The United States has already sent new high-tech drones and other weapons to the Ukrainian military – in some cases, equipment that was only in the early prototype stages. Weapons such as shoulder-launched Switchblade kamikaze drones are used against the Russians, although they are still evolving.

And as the war in Ukraine has moved – from Russia’s unsuccessful battle to take kyiv to a fierce urban battle for cities in the eastern Donbass region – the need for different types of weapons has also increased. increased. The first few weeks focused on long-range precision weapons such as Stinger and Javelin missiles, but now the focus is on artillery and increased howitzer shipments.

And over the next 25 to 30 years, the fundamental character of war and its weapons will continue to change.

The U.S. military, Milley said, cannot cling to old concepts and weapons, but must urgently modernize and develop the force and equipment that can deter or, if necessary, win in conflict. global.

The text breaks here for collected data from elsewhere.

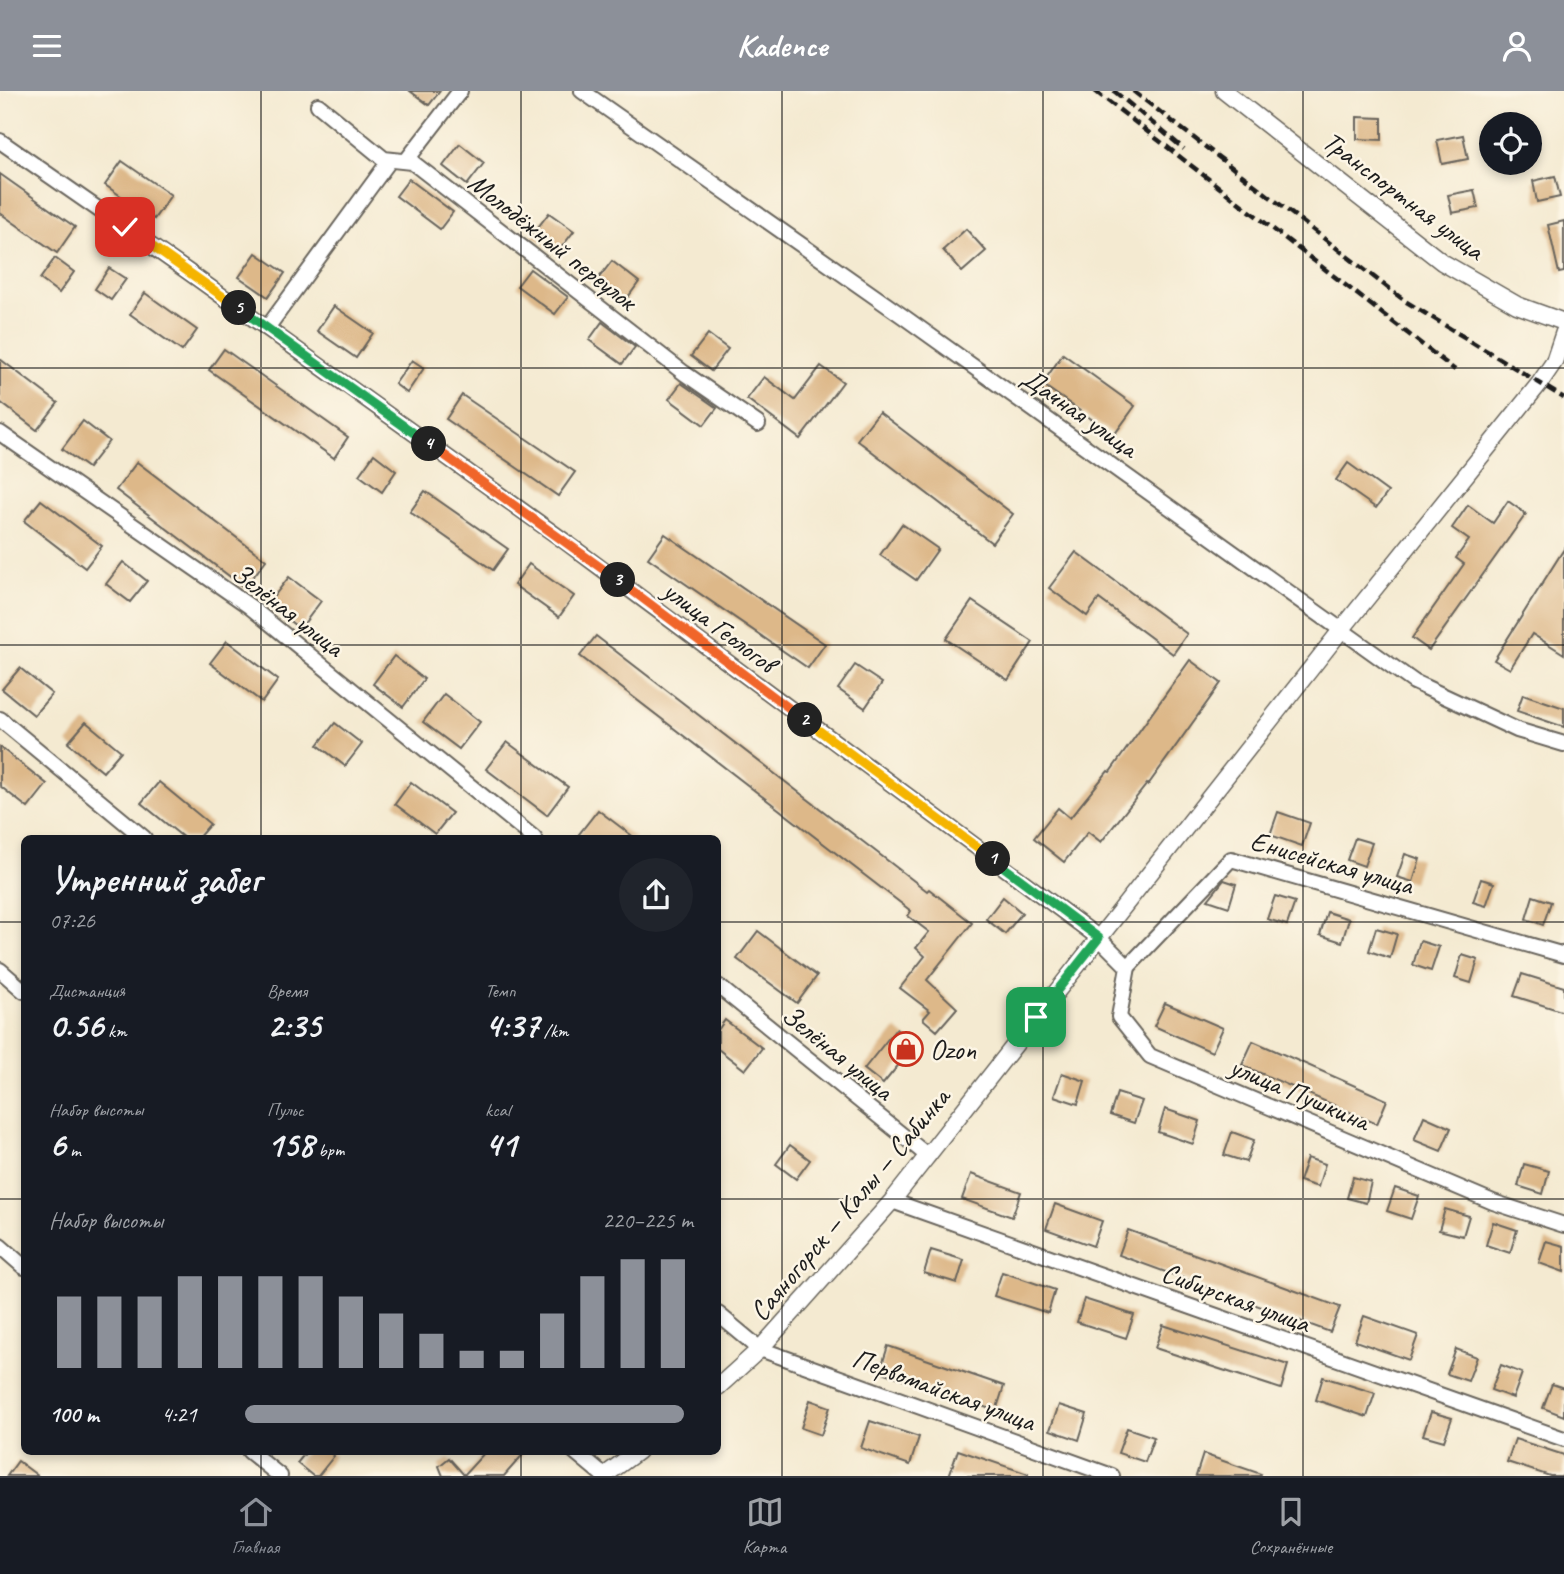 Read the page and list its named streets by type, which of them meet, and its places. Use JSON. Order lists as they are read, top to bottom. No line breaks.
{"streets":{"street":["Транспортная улица","Молодёжный переулок","Дачная улица","Зелёная улица","улица Геологов","Енисейская улица","улица Пушкина","Саяногорск — Калы — Сабинка","Сибирская улица","Первомайская улица"]},"crossings":[["Дачная улица","Саяногорск — Калы — Сабинка"],["Зелёная улица","Саяногорск — Калы — Сабинка"],["улица Геологов","Саяногорск — Калы — Сабинка"],["Енисейская улица","улица Пушкина"],["Саяногорск — Калы — Сабинка","Сибирская улица"],["Саяногорск — Калы — Сабинка","Первомайская улица"]],"places":{"shop":["Ozon"]},"page":{"header":"Kadence","pins":["5","4","3","2","1"],"heading":["Утренний забег","07:26"],"stats":[["Дистанция","0.56 km"],["Время","2:35"],["Темп","4:37 /km"],["Набор высоты","6 m"],["Пульс","158 bpm"],["kcal","41"]],"chart":["Набор высоты","220–225 m"],"list":[{"name":"100 m","note":"4:21"}],"tabs":["Главная","Карта","Сохранённые"]}} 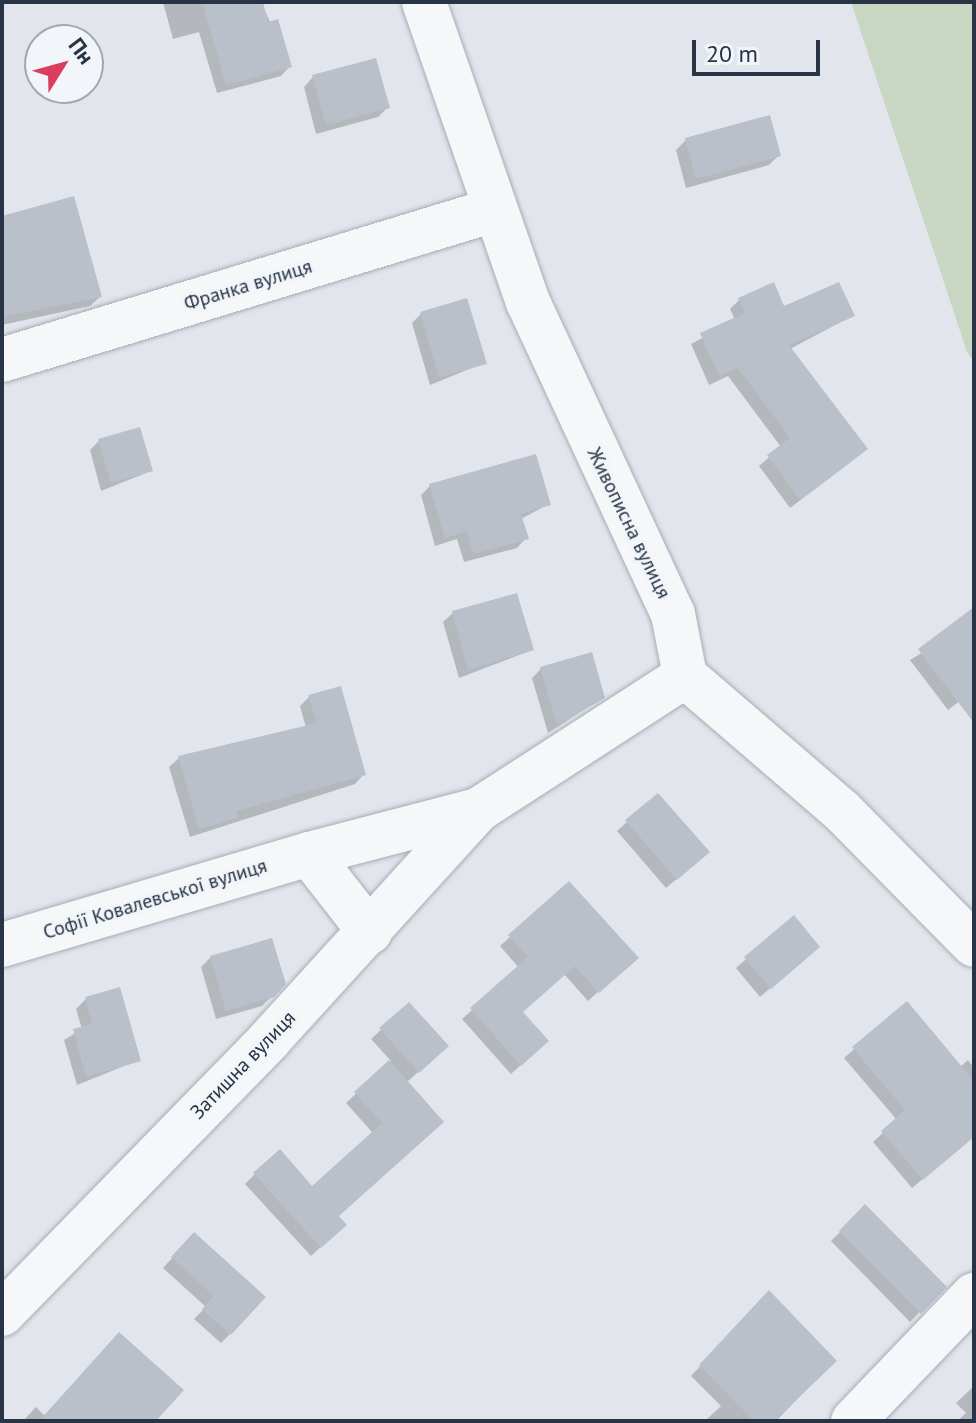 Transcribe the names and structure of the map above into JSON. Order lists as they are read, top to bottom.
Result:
{
  "streets": {
    "street": [
      "Франка вулиця",
      "Живописна вулиця",
      "Софії Ковалевської вулиця",
      "Затишна вулиця"
    ]
  },
  "crossings": [
    ["Франка вулиця", "Живописна вулиця"],
    ["Живописна вулиця", "Софії Ковалевської вулиця"],
    ["Софії Ковалевської вулиця", "Затишна вулиця"]
  ],
  "scale_bar": "20 m",
  "north": "top right"
} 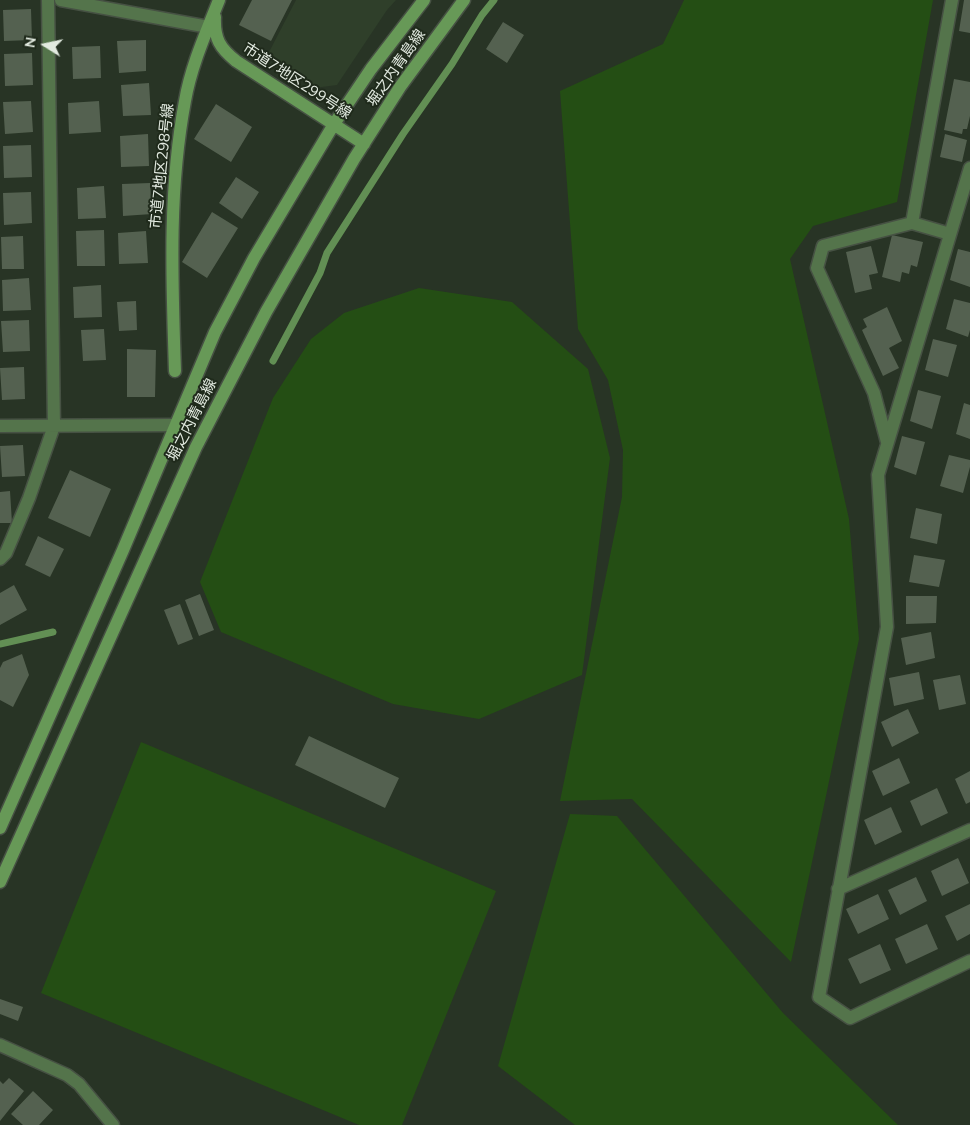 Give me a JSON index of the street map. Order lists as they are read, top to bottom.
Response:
{
  "streets": {
    "main road": ["堀之内青島線", "市道7地区299号線", "市道7地区298号線"]
  },
  "crossings": [
    ["堀之内青島線", "市道7地区299号線"],
    ["市道7地区299号線", "市道7地区298号線"]
  ],
  "north": "left"
} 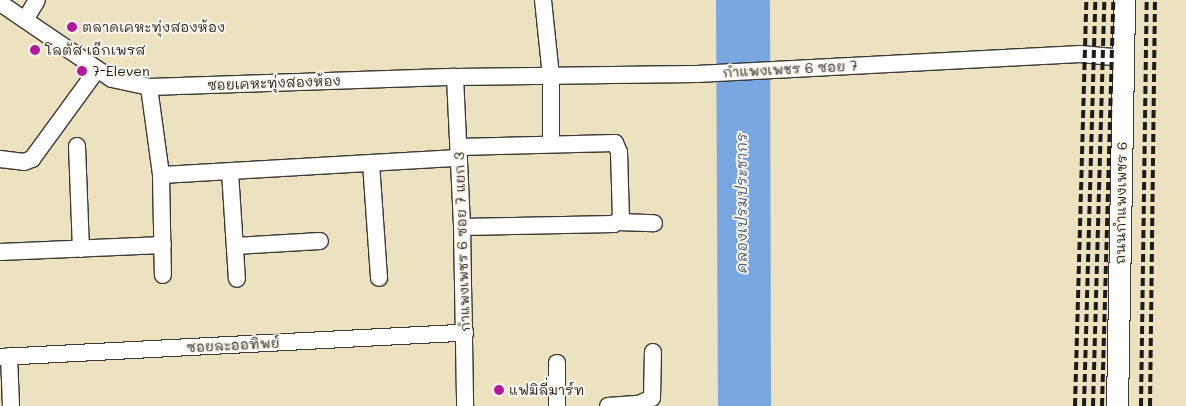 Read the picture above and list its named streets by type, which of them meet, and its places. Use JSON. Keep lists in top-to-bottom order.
{
  "streets": {
    "main road": ["ถนนกำแพงเพชร 6"],
    "street": [
      "กำแพงเพชร 6 ซอย 7",
      "ซอยเคหะทุ่งสองห้อง",
      "กำแพงเพชร 6 ซอย 7 แยก 3",
      "ซอยละออทิพย์"
    ]
  },
  "crossings": [
    ["กำแพงเพชร 6 ซอย 7", "ซอยเคหะทุ่งสองห้อง"],
    ["กำแพงเพชร 6 ซอย 7", "ถนนกำแพงเพชร 6"],
    ["กำแพงเพชร 6 ซอย 7", "กำแพงเพชร 6 ซอย 7 แยก 3"],
    ["ซอยเคหะทุ่งสองห้อง", "กำแพงเพชร 6 ซอย 7 แยก 3"],
    ["กำแพงเพชร 6 ซอย 7 แยก 3", "ซอยละออทิพย์"]
  ],
  "water": ["คลองเปรมประชากร"],
  "places": [
    "ตลาดเคหะทุ่งสองห้อง",
    "โลตัส เอ๊กเพรส",
    "7-Eleven",
    "แฟมิลี่มาร์ท"
  ]
}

And graduating officers, he said, will have to change the way US forces think, train and fight.

As the leaders of tomorrow’s army, Milley said, the newly created second lieutenants will fight with robotic tanks, ships and planes, and rely on artificial intelligence, synthetic fuels, manufacturing 3D and human engineering.

“It will be your generation that will bear the burden and assume the responsibility of keeping the peace, containing and preventing the outbreak of a war between great powers,” he said.

In blunt terms, Milley described what it looks like to not prevent wars between great powers.

“Consider that 26,000 American soldiers and Marines were killed in six weeks from October to November 1918 in the Battle of the Meuse-Argonne in World War I,” Milley said. “Consider that 26,000 American soldiers were killed in eight weeks between the beaches of Normandy and the fall of Paris.”

Recalling the 58,000 Americans killed in the summer of 1944 as World War II raged, he added, “This is the human cost of great power warfare. The butcher’s bill.

Paraphrasing a Bob Dylan song, Milley said, “We can feel the slight breeze in the air. You can see the storm flags fluttering in the wind. A loud clap of thunder is heard in the distance. Heavy rain is about to fall.